● **YOUR OBJECTIVE**: Report the number of lines holding "background" in the material below, and nothing more.

——

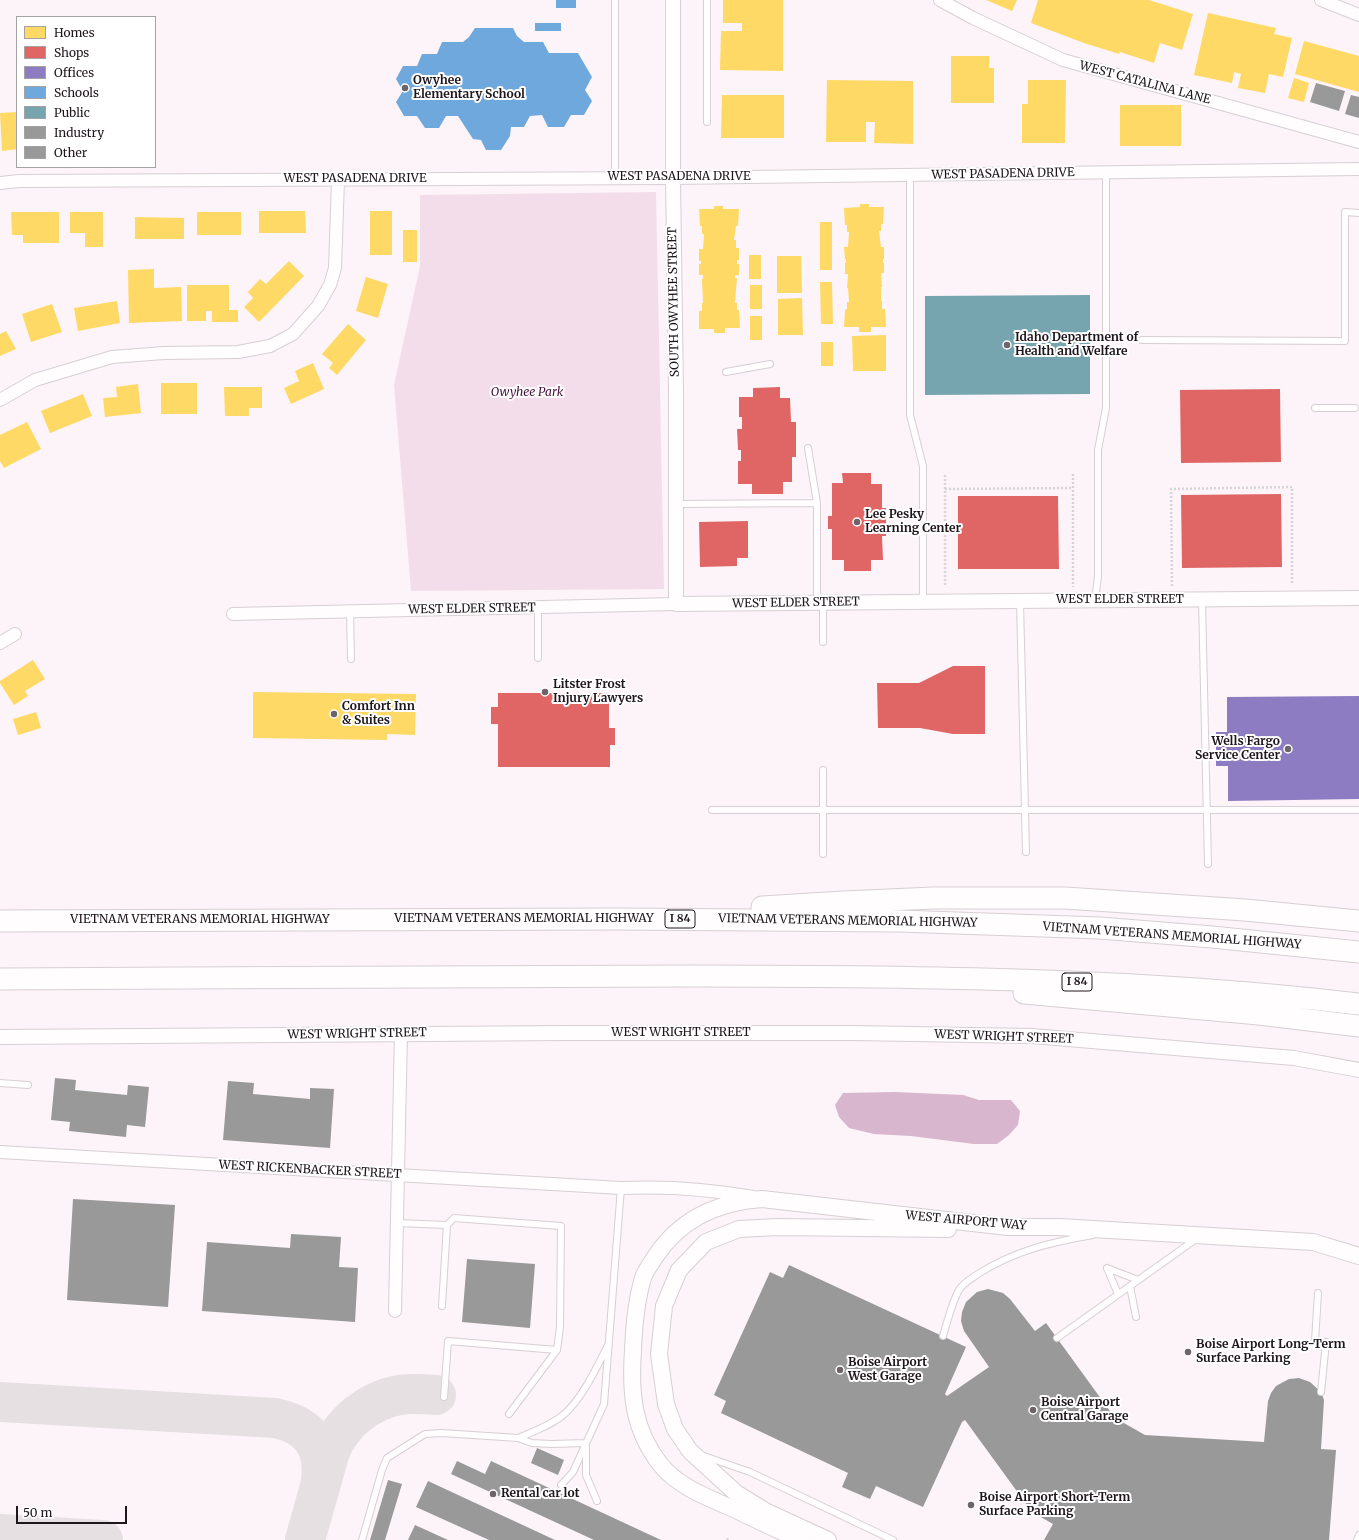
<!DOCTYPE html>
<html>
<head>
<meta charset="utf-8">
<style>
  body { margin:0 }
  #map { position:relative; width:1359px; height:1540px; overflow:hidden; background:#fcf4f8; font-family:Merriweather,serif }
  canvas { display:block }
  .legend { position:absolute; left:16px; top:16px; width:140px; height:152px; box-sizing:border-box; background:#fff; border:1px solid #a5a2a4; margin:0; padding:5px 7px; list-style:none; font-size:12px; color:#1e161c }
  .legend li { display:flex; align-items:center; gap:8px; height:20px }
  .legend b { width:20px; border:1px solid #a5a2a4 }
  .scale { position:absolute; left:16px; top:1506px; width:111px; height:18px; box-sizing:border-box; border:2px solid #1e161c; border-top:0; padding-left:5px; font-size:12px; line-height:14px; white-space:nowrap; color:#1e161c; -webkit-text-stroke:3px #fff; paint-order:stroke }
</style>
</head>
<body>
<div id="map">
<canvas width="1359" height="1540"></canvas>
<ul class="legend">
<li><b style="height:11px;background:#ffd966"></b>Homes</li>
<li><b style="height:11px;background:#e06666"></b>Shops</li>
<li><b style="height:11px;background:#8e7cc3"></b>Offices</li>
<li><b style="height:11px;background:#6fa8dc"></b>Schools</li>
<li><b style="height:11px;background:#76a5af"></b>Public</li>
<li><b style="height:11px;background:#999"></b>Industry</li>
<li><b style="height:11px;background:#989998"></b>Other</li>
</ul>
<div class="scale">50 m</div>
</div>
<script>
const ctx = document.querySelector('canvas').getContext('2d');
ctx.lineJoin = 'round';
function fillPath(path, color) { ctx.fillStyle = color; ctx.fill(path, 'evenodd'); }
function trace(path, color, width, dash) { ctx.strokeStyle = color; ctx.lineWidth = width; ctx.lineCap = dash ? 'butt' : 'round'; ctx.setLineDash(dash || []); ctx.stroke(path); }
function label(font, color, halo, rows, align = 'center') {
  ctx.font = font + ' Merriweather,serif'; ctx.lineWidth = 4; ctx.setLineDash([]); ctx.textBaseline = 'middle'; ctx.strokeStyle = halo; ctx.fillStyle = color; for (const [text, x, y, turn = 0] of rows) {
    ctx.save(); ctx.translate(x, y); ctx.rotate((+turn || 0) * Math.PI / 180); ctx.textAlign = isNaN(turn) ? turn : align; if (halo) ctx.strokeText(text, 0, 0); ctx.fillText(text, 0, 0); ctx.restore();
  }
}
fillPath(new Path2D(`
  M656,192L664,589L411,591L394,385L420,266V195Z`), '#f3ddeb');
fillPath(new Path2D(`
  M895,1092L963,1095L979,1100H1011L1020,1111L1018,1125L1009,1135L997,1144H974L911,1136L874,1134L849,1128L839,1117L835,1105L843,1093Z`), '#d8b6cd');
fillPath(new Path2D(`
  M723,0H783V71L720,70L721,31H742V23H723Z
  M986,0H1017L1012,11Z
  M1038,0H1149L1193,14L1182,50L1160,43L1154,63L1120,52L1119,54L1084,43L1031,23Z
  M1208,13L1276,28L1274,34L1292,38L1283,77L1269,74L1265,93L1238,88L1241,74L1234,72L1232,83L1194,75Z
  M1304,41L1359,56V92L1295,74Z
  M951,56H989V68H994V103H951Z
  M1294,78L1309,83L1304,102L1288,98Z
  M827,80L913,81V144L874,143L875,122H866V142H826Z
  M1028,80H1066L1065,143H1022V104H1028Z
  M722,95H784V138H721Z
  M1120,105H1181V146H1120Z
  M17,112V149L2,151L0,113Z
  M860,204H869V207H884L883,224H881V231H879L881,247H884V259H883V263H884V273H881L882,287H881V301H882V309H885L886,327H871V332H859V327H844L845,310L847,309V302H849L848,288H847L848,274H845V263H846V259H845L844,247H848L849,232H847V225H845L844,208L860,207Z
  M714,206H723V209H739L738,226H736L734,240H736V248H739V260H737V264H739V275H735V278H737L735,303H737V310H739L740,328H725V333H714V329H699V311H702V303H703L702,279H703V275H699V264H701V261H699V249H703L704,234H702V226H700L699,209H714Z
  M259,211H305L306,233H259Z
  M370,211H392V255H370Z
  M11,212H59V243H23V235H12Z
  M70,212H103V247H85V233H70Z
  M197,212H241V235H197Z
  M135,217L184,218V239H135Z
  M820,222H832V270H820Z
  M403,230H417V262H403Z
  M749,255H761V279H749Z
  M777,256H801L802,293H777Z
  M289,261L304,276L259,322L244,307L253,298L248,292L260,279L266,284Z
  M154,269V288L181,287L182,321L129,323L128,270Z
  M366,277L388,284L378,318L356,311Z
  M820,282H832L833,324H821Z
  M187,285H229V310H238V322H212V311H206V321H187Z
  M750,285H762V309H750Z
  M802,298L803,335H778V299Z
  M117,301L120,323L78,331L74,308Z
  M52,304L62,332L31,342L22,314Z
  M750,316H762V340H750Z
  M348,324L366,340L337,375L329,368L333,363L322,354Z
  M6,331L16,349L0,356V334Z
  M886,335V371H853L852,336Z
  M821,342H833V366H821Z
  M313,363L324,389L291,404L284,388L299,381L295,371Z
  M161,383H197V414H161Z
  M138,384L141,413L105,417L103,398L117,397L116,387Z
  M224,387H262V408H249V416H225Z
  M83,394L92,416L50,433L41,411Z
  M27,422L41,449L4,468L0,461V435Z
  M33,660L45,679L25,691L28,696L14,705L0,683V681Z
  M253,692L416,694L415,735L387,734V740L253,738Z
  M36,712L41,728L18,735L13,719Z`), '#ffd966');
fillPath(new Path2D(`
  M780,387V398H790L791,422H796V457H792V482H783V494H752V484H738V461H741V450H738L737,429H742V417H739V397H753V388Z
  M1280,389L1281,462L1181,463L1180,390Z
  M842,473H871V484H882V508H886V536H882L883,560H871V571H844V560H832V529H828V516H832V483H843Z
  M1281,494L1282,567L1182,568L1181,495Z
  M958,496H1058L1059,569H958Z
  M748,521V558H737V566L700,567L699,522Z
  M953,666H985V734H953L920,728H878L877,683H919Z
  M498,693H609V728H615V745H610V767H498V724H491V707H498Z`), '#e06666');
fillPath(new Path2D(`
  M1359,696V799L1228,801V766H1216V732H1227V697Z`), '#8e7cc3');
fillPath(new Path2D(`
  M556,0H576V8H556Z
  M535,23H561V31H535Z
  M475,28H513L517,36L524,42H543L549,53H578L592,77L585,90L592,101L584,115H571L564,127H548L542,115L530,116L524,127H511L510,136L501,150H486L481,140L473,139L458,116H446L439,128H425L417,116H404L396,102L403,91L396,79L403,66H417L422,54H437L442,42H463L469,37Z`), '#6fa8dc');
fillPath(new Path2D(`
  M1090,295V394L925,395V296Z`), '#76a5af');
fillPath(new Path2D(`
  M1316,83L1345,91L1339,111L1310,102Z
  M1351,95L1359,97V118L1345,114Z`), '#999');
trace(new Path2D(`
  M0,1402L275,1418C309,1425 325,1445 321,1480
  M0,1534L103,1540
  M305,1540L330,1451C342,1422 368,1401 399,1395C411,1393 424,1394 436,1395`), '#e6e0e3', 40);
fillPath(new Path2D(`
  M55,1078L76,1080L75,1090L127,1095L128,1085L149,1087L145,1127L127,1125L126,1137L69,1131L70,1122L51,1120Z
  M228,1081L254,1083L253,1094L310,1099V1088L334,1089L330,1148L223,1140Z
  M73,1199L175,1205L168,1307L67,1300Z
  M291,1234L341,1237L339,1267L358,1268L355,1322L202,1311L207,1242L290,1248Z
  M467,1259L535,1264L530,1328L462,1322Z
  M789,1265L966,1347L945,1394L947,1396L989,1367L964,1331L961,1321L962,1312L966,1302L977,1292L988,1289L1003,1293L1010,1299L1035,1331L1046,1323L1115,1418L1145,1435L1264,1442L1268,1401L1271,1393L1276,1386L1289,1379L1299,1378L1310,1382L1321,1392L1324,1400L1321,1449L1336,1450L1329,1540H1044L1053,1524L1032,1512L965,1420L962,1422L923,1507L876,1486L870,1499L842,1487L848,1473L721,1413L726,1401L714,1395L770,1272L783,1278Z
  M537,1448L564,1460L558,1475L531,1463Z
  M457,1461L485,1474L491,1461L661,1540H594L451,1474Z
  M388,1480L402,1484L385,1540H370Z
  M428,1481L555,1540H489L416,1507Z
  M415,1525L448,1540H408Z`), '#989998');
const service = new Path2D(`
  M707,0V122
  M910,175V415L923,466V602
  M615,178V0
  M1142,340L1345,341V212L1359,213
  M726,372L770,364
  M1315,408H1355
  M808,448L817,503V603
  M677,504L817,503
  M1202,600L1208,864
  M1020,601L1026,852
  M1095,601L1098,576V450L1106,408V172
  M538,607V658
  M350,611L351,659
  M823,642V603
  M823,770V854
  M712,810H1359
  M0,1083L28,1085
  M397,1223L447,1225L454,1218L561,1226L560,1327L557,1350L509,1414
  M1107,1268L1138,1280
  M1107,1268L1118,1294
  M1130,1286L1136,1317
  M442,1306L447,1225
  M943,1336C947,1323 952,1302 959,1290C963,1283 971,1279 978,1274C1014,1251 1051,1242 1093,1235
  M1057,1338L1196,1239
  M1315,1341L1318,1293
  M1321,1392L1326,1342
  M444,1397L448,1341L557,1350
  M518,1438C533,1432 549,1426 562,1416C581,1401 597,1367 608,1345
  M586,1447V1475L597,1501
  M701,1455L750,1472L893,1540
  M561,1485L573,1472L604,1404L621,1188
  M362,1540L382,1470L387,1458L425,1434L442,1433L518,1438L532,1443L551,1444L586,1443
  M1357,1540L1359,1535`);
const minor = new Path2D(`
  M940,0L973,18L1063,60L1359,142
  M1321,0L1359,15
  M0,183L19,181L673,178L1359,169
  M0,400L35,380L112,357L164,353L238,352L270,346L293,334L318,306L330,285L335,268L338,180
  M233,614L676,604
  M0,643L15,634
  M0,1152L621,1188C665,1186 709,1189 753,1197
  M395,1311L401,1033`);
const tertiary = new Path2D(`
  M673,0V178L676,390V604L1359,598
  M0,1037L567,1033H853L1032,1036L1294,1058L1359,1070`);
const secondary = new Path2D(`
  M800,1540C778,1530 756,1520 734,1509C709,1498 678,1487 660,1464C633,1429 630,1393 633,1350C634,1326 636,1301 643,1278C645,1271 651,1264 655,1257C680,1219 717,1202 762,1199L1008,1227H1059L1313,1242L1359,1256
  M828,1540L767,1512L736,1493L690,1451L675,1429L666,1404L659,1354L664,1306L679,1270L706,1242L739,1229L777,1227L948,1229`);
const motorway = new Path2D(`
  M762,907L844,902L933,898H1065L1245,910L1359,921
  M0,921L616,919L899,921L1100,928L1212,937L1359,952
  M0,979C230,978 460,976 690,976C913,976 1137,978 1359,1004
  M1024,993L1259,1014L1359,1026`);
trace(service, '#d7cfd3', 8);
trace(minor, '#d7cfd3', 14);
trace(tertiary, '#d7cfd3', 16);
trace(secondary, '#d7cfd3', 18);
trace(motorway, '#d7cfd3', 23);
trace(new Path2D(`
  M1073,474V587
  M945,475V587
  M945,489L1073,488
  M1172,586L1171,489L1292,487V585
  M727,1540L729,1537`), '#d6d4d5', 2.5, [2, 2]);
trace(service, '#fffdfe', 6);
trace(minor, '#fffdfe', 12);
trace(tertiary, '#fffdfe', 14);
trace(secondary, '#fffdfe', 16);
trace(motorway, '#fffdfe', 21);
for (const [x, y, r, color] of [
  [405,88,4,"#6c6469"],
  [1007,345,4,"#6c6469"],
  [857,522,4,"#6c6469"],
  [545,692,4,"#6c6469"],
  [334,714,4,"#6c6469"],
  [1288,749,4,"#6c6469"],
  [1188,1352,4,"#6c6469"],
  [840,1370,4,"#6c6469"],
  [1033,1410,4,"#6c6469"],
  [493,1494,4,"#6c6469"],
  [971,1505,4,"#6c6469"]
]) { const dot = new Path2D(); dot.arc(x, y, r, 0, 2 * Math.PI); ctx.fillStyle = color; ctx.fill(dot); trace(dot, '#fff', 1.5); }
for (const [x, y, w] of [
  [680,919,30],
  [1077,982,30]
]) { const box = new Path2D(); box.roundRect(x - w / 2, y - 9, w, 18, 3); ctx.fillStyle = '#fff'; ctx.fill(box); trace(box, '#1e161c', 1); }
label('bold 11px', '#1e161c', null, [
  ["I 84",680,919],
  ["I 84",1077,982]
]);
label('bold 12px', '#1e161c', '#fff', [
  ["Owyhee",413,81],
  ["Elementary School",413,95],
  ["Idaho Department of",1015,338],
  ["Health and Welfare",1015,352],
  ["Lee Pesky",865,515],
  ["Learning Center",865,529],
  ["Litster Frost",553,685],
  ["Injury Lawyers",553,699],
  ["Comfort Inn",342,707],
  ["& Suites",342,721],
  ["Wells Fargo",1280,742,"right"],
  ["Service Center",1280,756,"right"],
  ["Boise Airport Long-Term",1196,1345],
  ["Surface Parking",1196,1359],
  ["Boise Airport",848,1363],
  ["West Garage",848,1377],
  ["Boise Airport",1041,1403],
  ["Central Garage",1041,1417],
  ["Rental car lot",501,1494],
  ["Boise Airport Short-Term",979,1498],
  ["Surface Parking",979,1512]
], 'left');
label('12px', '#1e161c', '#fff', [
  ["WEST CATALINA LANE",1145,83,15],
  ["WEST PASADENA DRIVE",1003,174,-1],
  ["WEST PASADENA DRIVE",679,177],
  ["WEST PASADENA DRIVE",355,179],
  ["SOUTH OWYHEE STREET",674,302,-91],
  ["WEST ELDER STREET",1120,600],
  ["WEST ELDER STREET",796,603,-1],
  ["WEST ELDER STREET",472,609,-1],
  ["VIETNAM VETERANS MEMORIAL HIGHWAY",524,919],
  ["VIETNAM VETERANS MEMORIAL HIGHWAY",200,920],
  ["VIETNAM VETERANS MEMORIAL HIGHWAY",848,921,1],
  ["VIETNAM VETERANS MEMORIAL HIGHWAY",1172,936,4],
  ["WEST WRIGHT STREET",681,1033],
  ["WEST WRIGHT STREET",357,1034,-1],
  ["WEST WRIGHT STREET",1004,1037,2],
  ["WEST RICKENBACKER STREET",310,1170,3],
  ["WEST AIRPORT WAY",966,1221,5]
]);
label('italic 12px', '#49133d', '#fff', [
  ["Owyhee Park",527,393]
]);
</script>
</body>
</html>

——

● **REPLY TO THE EXERCISE**: 9